【マツダ アテンザ 試乗】走りの楽しさでワゴン 2.5リットルを選ぶ理由…高根英幸

試乗記 国産車
マツダ アテンザ
マツダ アテンザ 全 12 枚 拡大写真

新型のマツダ『アテンザ』で走りを楽しむならスカイアクティブ2.5Gのワゴン。速く、楽しく、美しい!

新しくなったアテンザは、走りのフィール、シャーシの完成度はとても高い。どのグレードを購入しても、C/Dセグメントとして満足感の高い走りと燃費性能が得られることは断言しよう。そこで、ここではセダンとワゴン、ガソリンとディーゼルの走りのフィールの違いについて報告したい。

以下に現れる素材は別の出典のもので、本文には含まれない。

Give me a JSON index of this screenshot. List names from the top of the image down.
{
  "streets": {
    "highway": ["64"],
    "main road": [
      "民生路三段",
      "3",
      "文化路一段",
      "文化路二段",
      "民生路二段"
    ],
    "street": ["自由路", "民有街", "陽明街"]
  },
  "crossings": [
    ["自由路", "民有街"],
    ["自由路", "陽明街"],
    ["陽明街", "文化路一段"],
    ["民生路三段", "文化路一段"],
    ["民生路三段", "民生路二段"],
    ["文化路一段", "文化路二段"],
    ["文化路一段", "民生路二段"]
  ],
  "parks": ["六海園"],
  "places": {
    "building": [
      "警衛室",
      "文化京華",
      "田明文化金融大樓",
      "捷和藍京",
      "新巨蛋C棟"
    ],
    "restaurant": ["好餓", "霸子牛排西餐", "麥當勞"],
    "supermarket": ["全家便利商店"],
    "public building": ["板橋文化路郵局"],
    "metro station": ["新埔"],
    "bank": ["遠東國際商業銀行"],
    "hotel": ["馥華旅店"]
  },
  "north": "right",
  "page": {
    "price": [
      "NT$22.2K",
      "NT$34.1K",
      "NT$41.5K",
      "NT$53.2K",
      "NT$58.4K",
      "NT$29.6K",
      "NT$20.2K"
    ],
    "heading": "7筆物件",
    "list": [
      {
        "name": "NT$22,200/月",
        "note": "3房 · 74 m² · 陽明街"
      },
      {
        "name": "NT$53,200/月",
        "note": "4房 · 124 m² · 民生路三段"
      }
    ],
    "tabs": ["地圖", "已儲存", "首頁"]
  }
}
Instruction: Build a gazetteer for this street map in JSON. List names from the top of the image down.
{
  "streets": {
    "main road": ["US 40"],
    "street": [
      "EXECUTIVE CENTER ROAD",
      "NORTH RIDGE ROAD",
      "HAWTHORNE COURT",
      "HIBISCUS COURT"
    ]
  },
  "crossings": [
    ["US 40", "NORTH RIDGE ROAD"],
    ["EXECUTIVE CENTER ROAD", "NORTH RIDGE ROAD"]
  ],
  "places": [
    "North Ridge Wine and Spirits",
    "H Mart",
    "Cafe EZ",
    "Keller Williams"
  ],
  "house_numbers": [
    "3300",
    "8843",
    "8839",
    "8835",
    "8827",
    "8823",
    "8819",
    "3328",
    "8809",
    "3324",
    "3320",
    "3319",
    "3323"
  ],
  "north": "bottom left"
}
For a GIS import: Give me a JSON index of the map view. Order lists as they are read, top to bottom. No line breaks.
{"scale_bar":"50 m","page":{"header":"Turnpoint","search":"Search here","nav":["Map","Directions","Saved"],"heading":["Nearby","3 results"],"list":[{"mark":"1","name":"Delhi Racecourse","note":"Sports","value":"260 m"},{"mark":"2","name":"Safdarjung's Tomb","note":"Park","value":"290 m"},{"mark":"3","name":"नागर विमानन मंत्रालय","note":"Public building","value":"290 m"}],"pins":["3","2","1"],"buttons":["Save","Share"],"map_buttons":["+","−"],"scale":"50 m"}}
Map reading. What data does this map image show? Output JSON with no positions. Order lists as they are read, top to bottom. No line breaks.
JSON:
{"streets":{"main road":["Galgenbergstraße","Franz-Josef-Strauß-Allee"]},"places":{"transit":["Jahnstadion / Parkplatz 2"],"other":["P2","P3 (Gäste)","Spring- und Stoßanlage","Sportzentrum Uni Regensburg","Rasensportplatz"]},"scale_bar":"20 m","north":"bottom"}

単刀直入に言おう。走りを求めるならワゴン、それもガソリンの2.5リットルがお勧めだ。その理由は、最もスポーティで心底ドライビングを楽しめるからだ。

BMWに例えるなら、セダンは5シリーズ、ワゴンは3シリーズと言ってもいいくらい性格が違う。もちろん基本的な乗り味は共通しているし、速さには差はない。けれどもセダンとワゴンという形状以上の違いが、両グレードの間には存在している。

セダンでもハンドリング性能は極めて高い。ステアフィールが変に鋭すぎず、実に素直な感触でクルマの大きさを感じさせない。しかしワゴンのハンドリングはさらに秀逸だ。リヤタイヤも積極的に旋回していくから、コーナリング中の回転中心がドライバーに近く(セダンは割とリヤ寄り)、ワインディングでの攻める走りがすこぶる楽しい。

パワーユニットではディーゼルの強力な低速トルク、十分な静粛性、そして省燃費性は確かに魅力。しかしガソリンエンジンの伸びやかな加速、それに3000~4000rpmの加速中のエンジンサウンドは、直噴エンジンとは思えないほどキレイだ。これが省燃費エンジンなのだから、スカイアクティブは凄い。

Dセグメントとしてはインパネがやや質素という印象もあるものの、しかも環境性能に優れるエコカーでここまで走りが楽しめるミドルクラスは日本にはなかったことを評価したいと思う。それでも輸入車との価格差が縮まっていることもあって、市場での競争は激化しているから、例えばメルセデスCクラスのようにマイチェン後に一層の充実ぶりを図ってくれることを願いたい。

最後に、峠道や都市高速でアテンザ本来の走りを味わいたいなら、タイヤの空気圧を指定より1割ほど落としてみることをおすすめする。これは最終的に燃費性能などとの兼ね合いで、やや空気圧が高めになっているからだ。20kPaほど低めにするだけで、ボディやシートの剛性感がグッと高まった印象になって、一段としなやかな走りを見せてくれるはずだ。

■5つ星評価
パッケージング:★★★★
インテリア・居住性:★★★
パワーソース:★★★★★
フットワーク:★★★★
オススメ度:★★★★

高根英幸|自動車&工業技術評論家(日本自動車ジャーナリスト協会会員)
トヨタ直営ディーラーの営業、輸入車専門誌の編集者を経てフリーの自動車ライターに。芝浦工大機械工学部卒。クルマのメカニズムすべてに興味をもち、旧車からハイテクまで納得いくまで解析。ドライビングだけでなくメンテナンスやモディファイも自ら積極的に楽しむ。自宅1Fの書斎兼ガレージには整備用リフトも完備。